Innovation

«Attention à l’effet Kodak pour les banques suisses»

Dans la numérisation de leur activité, les banques suisses ne sont pas des adopteurs précoces, mais des suiveurs rapides. Cette approche risque de leur faire connaître le destin du fabricant d’appareils photos, qui fut emporté par la vague numérique

Où en sont les banques suisses dans le passage au numérique? Leurs dirigeants sont conscients des défis, ont des stratégies en place, mais ne les ont pas encore déployées, alors que leurs concurrents européens sont plus avancés. Ce sont les conclusions d’une étude du Swiss Finance Institute et du consultant Zeb dévoilée mardi et portant sur 185 établissements européens, dont un quart de suisses. Le point avec Damir Filipovic, l’un des auteurs de l’étude, professeur à l’EPFL et au Swiss Finance Institute.

Le Temps: Comment les banques suisses se positionnent-elles en ce qui concerne la transformation numérique?

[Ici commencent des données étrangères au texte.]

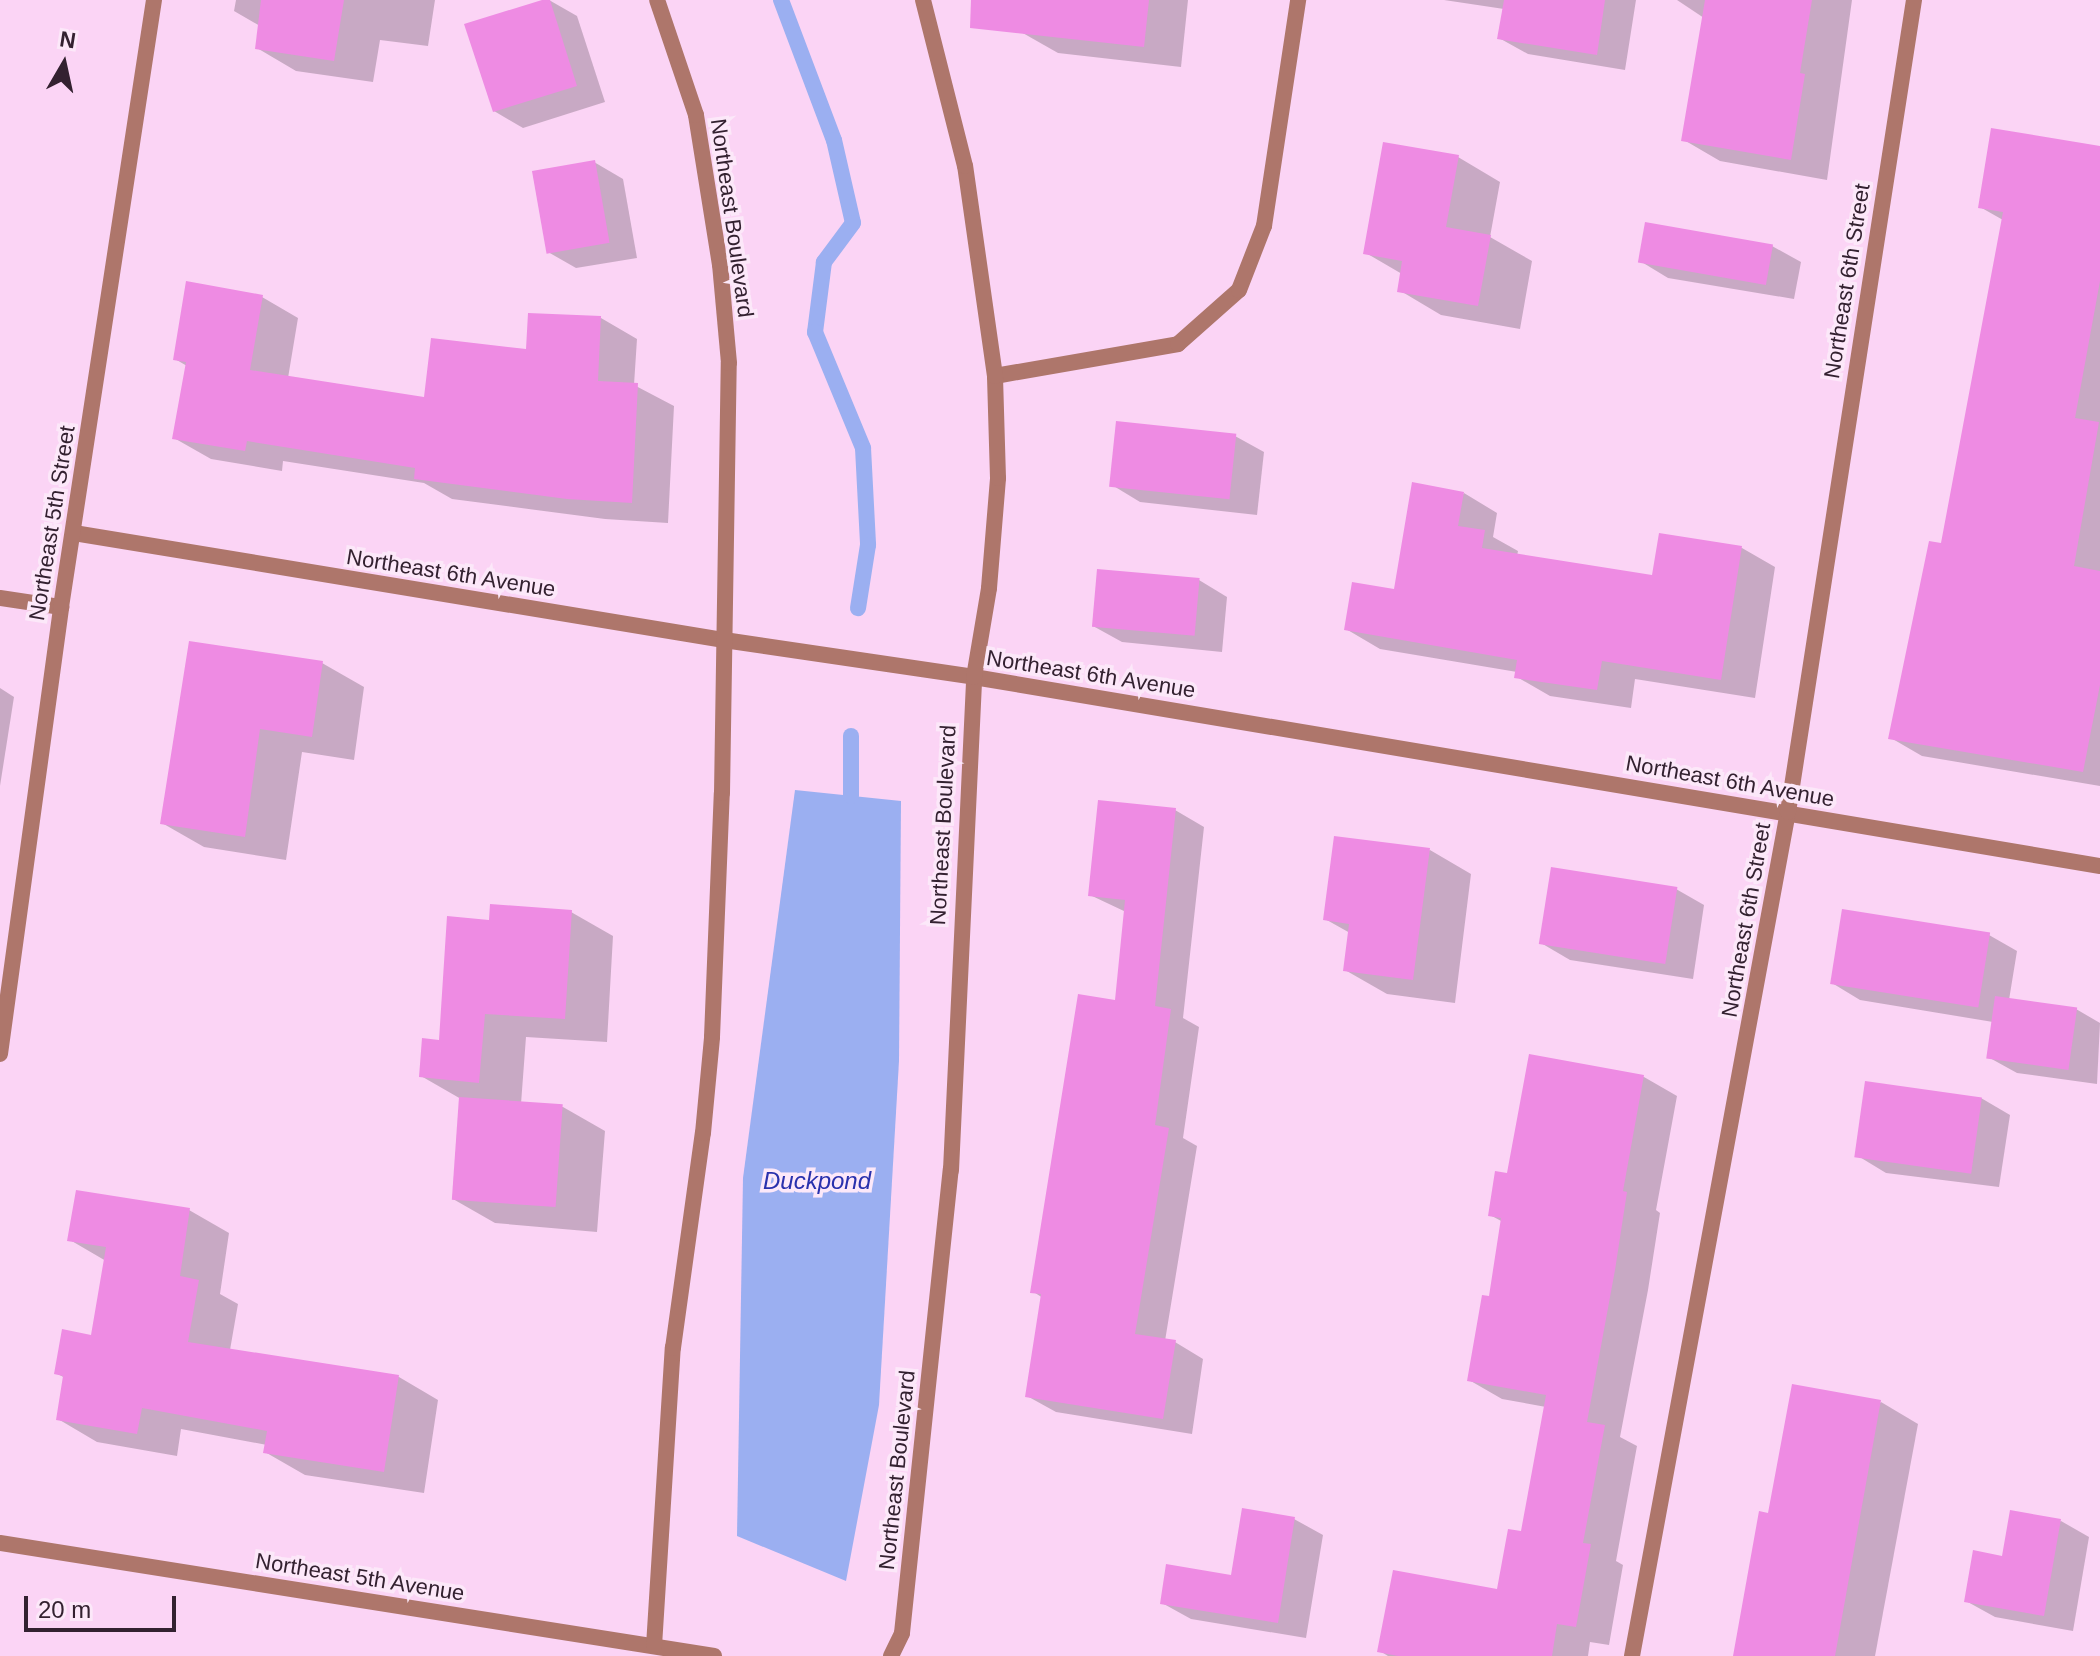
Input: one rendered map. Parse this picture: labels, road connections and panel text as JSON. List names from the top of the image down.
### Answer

Damir Filipovic: Les banques suisses sont en avance par rapport à leurs concurrents du reste de l’Europe au niveau de la stratégie. Elles ont accepté la transformation numérique et possèdent souvent un agenda en la matière. Mais elles ne semblent pas en mesure de conserver cette avance lors de la mise en œuvre. Relativement peu de mesures concrètes ont été réalisées pour le moment. La plupart des banques suisses ne proposent que la moitié de leurs produits et services en ligne, et le degré d’automatisation des processus reste faible. Les banques suisses sont plutôt des fast followers.

Des «suiveurs rapides»: de quoi s’agit-il et est-ce une stratégie viable?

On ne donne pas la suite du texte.